## Task prompt
Whichever lines of the entries hold the word "scale" should be identified and copied.

## Exercise input

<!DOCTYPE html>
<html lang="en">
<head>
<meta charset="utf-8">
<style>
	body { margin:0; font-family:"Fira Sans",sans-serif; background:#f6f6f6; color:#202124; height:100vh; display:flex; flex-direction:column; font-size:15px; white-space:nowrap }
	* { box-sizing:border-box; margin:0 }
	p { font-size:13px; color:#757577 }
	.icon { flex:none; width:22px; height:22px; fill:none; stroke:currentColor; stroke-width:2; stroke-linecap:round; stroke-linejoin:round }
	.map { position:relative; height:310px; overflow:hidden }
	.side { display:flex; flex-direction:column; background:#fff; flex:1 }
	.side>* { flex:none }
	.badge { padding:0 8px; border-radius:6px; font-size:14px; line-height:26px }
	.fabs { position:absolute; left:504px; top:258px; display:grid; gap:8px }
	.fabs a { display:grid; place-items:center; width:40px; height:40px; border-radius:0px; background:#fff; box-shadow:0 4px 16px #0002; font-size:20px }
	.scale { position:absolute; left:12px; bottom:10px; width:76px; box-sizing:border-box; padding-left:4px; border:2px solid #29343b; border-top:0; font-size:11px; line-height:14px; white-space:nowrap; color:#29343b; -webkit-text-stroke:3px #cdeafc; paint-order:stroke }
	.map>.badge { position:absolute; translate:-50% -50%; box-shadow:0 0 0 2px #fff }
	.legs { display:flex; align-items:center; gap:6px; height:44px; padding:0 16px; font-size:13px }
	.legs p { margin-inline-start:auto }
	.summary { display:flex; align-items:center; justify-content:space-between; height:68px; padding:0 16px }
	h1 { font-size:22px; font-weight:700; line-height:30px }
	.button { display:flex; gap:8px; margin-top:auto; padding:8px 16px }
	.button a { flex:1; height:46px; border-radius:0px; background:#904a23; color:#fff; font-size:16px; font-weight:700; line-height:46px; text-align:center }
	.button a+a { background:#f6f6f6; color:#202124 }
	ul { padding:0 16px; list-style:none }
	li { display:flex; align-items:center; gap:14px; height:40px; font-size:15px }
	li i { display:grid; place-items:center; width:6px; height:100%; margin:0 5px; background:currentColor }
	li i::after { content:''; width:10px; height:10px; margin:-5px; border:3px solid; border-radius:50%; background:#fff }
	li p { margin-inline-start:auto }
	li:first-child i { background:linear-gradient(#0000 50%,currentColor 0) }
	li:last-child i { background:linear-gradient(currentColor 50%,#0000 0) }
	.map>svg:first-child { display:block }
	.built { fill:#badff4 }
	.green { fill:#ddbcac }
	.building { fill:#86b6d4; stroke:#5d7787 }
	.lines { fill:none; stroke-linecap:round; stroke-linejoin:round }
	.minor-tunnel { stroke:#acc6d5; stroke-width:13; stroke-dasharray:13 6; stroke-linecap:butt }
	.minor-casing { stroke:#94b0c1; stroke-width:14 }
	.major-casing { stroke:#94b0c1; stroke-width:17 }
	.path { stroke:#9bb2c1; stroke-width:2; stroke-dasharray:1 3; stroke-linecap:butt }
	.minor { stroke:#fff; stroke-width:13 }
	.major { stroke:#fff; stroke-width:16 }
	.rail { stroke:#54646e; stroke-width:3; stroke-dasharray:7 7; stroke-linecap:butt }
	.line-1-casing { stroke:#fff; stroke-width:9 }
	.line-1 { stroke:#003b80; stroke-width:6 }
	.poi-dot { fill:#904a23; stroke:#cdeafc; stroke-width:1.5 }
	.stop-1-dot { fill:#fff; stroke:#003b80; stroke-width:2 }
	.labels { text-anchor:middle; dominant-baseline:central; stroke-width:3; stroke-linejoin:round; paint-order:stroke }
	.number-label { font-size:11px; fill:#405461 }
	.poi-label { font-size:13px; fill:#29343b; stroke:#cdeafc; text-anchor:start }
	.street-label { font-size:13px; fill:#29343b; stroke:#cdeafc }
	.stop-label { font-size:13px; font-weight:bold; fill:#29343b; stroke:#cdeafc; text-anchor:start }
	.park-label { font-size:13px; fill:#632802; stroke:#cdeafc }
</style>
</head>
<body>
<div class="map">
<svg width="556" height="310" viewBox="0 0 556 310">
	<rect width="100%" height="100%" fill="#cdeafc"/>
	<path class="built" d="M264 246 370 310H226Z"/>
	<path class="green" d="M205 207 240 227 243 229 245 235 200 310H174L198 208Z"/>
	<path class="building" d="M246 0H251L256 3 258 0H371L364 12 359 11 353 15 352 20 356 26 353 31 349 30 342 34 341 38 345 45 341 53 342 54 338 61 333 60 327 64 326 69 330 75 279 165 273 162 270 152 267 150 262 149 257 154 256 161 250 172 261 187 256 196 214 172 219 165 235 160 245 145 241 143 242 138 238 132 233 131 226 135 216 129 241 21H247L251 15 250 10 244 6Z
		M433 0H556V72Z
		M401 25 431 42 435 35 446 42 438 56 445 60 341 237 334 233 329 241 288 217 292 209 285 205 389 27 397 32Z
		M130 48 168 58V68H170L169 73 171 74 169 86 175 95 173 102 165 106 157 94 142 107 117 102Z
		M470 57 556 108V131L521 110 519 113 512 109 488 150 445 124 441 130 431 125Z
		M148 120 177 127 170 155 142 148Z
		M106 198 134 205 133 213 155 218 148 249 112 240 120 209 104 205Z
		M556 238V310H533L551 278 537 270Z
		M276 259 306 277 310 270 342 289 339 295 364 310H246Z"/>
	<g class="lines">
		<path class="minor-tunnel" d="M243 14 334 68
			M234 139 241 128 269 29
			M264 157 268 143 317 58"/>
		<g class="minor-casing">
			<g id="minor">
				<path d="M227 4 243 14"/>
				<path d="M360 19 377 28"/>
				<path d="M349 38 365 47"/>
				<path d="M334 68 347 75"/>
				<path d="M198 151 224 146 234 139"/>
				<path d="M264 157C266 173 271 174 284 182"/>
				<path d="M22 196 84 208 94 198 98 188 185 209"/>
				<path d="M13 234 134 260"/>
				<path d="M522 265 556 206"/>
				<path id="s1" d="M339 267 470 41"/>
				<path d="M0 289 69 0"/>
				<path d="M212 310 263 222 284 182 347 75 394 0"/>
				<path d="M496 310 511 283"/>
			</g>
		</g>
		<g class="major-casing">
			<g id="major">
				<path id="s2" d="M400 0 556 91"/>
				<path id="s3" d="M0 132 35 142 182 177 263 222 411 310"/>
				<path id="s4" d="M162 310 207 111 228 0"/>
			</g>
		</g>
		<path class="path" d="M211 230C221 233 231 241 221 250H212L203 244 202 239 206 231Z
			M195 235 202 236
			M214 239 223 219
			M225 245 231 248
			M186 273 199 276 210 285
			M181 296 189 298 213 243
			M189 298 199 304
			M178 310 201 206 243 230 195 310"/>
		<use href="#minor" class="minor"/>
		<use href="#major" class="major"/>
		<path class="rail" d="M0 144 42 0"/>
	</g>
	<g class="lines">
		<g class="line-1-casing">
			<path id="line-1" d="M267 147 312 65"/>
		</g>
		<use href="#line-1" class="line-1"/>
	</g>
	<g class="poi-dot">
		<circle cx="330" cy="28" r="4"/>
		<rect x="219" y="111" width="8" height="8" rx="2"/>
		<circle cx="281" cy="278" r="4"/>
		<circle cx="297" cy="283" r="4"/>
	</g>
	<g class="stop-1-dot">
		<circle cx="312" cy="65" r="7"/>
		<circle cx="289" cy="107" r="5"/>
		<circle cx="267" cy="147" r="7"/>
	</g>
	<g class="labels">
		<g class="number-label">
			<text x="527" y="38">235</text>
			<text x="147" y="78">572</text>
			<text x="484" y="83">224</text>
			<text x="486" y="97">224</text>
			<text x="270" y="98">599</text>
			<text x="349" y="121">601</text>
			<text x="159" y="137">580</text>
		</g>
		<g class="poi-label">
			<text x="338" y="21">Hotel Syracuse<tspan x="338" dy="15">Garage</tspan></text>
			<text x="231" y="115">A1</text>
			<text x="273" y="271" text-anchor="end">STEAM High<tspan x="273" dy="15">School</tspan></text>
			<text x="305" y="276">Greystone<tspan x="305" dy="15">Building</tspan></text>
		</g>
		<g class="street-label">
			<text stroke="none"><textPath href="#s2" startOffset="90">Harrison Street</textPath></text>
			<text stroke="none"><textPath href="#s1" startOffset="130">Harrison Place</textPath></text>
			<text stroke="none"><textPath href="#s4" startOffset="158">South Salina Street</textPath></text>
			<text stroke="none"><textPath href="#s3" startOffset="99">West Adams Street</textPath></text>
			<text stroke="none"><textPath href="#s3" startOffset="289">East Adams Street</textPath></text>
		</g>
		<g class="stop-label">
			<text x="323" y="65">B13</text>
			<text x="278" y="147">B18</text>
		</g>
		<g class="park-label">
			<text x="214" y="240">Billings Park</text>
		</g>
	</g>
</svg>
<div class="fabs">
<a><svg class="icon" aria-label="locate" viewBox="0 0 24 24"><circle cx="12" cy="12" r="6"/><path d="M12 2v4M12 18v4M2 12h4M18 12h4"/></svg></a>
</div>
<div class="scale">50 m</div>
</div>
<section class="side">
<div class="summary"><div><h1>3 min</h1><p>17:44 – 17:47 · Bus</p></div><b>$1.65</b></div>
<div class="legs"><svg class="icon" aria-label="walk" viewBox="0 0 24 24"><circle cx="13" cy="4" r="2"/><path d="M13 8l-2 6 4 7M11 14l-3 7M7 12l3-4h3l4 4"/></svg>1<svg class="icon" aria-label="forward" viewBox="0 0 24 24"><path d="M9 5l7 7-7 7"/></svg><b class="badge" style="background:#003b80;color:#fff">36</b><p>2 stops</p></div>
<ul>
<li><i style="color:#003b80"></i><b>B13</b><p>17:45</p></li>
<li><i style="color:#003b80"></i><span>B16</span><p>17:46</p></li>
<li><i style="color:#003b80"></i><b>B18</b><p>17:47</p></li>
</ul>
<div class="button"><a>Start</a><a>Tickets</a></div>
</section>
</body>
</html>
==
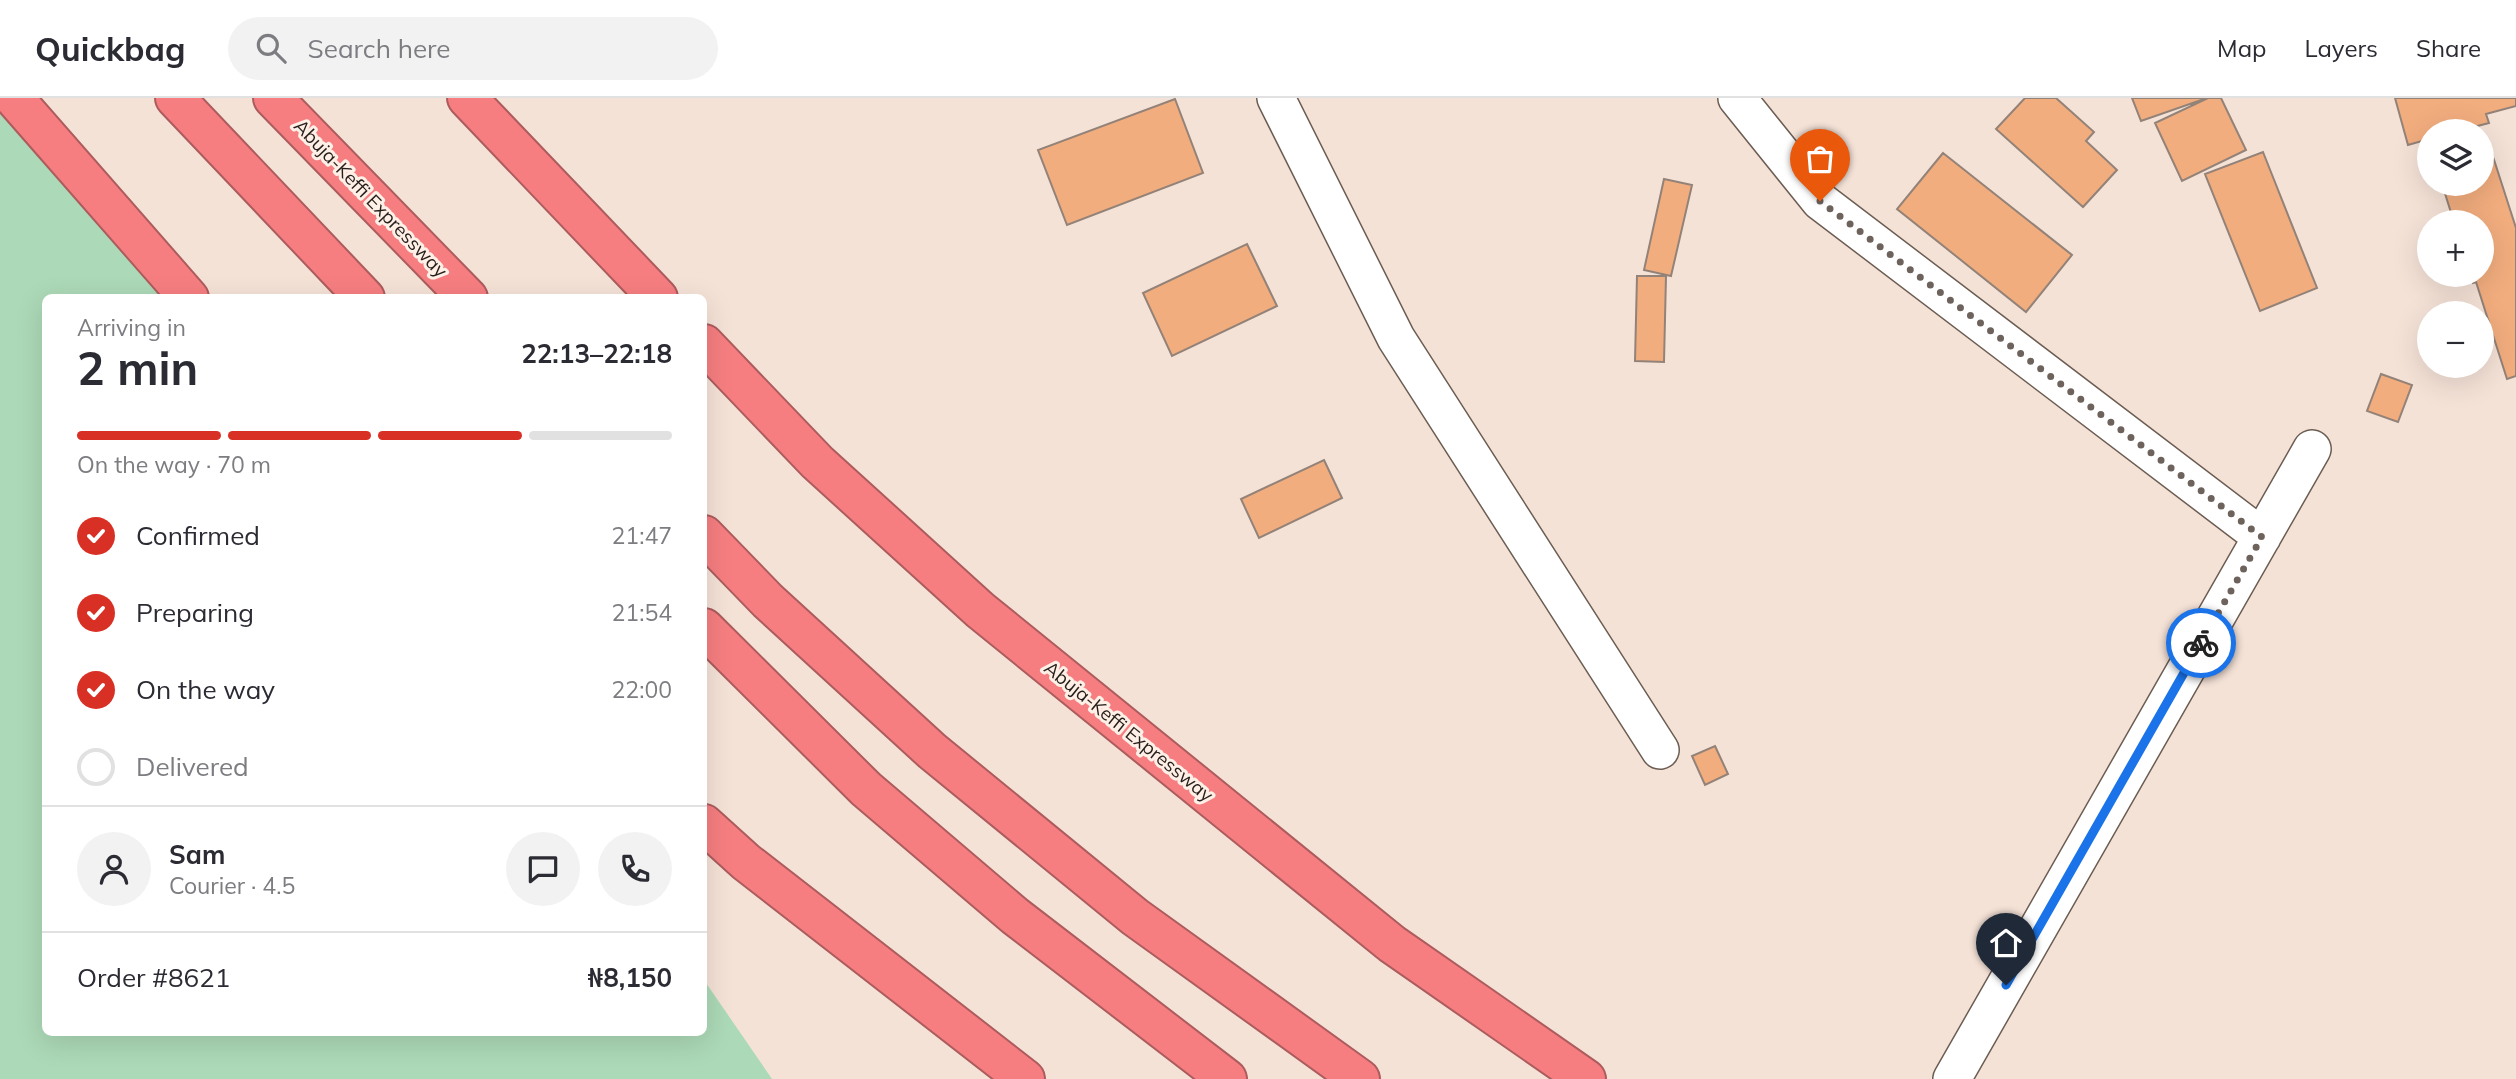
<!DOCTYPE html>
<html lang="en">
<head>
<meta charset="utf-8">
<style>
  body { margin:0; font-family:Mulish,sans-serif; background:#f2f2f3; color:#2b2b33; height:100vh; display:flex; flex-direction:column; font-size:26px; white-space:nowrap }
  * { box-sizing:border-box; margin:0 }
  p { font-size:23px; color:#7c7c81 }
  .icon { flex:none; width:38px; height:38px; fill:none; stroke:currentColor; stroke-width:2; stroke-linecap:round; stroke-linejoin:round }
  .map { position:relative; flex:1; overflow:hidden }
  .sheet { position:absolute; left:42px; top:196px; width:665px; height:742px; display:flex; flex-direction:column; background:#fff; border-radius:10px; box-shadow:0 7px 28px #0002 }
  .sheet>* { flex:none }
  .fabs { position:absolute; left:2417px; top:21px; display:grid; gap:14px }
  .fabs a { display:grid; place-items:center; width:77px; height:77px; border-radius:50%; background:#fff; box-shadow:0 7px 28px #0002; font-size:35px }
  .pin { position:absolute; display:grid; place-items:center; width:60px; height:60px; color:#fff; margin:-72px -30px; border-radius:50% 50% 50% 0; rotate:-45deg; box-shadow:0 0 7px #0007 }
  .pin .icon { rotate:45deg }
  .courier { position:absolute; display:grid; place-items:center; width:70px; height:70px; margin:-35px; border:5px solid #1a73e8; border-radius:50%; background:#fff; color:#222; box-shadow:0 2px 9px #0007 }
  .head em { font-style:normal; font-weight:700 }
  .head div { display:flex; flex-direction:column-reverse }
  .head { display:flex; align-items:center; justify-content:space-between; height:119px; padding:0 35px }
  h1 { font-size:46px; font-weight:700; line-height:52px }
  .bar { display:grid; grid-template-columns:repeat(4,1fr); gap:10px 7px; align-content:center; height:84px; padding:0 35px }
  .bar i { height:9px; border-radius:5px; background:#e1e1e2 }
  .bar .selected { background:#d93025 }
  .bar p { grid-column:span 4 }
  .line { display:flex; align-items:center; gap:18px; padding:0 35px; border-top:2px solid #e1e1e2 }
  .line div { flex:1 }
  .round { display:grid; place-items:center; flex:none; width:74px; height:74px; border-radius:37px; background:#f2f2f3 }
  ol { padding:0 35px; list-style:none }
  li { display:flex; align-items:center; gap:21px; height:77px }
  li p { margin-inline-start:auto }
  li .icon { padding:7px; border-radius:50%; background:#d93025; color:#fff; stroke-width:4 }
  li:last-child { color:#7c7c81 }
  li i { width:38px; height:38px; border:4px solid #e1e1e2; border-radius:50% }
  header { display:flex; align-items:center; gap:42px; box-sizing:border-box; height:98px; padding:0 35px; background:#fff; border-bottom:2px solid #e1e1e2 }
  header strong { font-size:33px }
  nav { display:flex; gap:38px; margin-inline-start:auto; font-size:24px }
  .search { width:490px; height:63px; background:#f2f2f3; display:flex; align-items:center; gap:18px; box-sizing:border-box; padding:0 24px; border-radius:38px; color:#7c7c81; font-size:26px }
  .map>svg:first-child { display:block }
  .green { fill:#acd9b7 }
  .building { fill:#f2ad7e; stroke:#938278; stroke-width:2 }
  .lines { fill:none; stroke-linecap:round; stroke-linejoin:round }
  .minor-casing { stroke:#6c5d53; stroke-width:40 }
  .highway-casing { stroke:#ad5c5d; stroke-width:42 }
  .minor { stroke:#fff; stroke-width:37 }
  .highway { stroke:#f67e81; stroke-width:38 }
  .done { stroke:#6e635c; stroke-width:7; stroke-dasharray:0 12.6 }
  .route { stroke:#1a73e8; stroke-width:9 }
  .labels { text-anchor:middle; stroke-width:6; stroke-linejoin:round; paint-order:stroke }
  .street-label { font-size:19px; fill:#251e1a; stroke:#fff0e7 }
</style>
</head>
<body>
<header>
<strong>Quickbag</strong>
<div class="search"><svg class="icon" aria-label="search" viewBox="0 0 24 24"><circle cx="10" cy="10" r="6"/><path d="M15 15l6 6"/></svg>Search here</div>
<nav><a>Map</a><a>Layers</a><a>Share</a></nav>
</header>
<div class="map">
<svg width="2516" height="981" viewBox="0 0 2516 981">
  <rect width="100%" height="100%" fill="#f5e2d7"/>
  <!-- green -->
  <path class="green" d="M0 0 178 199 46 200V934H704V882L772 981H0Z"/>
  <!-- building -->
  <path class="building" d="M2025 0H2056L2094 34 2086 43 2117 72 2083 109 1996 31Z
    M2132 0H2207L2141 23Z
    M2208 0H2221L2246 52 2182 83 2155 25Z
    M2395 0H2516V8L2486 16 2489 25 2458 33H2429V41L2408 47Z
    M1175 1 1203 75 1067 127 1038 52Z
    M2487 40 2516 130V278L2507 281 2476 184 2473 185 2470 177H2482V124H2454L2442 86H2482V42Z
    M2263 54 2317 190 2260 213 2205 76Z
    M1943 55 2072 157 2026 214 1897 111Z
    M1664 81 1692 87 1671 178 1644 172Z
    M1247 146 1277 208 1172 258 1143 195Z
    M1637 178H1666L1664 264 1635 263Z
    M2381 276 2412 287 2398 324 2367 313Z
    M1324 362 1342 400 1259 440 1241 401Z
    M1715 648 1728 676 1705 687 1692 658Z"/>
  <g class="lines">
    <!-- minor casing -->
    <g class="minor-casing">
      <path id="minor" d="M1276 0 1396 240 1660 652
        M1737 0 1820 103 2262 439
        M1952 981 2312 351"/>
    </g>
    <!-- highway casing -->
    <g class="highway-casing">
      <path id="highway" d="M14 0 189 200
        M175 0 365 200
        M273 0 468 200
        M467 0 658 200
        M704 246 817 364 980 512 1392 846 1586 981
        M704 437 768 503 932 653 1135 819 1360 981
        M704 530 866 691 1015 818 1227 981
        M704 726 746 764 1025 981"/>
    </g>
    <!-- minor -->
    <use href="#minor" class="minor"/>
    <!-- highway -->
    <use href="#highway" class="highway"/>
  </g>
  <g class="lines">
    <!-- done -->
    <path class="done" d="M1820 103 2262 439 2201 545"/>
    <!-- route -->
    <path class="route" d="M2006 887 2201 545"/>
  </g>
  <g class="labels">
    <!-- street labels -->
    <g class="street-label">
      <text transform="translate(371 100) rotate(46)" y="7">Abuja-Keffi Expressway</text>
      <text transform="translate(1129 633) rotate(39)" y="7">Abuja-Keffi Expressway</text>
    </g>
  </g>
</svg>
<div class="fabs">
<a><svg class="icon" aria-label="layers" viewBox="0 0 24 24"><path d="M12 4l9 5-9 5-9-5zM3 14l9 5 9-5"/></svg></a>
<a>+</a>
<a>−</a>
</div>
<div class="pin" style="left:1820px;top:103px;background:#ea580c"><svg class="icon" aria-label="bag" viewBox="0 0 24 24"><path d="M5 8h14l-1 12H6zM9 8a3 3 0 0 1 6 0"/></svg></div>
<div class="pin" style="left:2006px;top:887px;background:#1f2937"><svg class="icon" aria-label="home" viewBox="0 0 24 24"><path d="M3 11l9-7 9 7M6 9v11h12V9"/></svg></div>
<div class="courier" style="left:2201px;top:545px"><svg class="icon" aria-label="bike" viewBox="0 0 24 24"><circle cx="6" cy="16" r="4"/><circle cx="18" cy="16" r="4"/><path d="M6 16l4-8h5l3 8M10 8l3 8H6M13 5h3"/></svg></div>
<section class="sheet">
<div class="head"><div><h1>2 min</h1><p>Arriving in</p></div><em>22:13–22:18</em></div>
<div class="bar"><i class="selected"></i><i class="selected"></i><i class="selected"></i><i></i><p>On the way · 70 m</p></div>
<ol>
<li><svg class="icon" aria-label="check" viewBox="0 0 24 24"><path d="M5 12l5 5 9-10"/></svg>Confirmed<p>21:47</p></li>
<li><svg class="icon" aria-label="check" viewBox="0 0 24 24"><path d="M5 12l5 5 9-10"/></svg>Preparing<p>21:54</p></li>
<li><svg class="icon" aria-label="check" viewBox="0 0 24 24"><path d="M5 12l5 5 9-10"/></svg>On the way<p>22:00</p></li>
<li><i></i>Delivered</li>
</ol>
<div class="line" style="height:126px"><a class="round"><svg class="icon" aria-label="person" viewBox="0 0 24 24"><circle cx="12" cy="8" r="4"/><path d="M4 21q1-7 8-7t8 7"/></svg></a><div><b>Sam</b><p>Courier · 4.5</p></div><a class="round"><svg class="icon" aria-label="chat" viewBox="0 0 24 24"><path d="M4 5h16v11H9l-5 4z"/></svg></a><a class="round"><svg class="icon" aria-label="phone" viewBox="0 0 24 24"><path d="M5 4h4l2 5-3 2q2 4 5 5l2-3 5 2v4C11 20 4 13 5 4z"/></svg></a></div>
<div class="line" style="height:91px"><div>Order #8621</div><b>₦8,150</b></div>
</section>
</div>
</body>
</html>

## Completed task
	.scale { position:absolute; left:12px; bottom:10px; width:76px; box-sizing:border-box; padding-left:4px; border:2px solid #29343b; border-top:0; font-size:11px; line-height:14px; white-space:nowrap; color:#29343b; -webkit-text-stroke:3px #cdeafc; paint-order:stroke }
<div class="scale">50 m</div>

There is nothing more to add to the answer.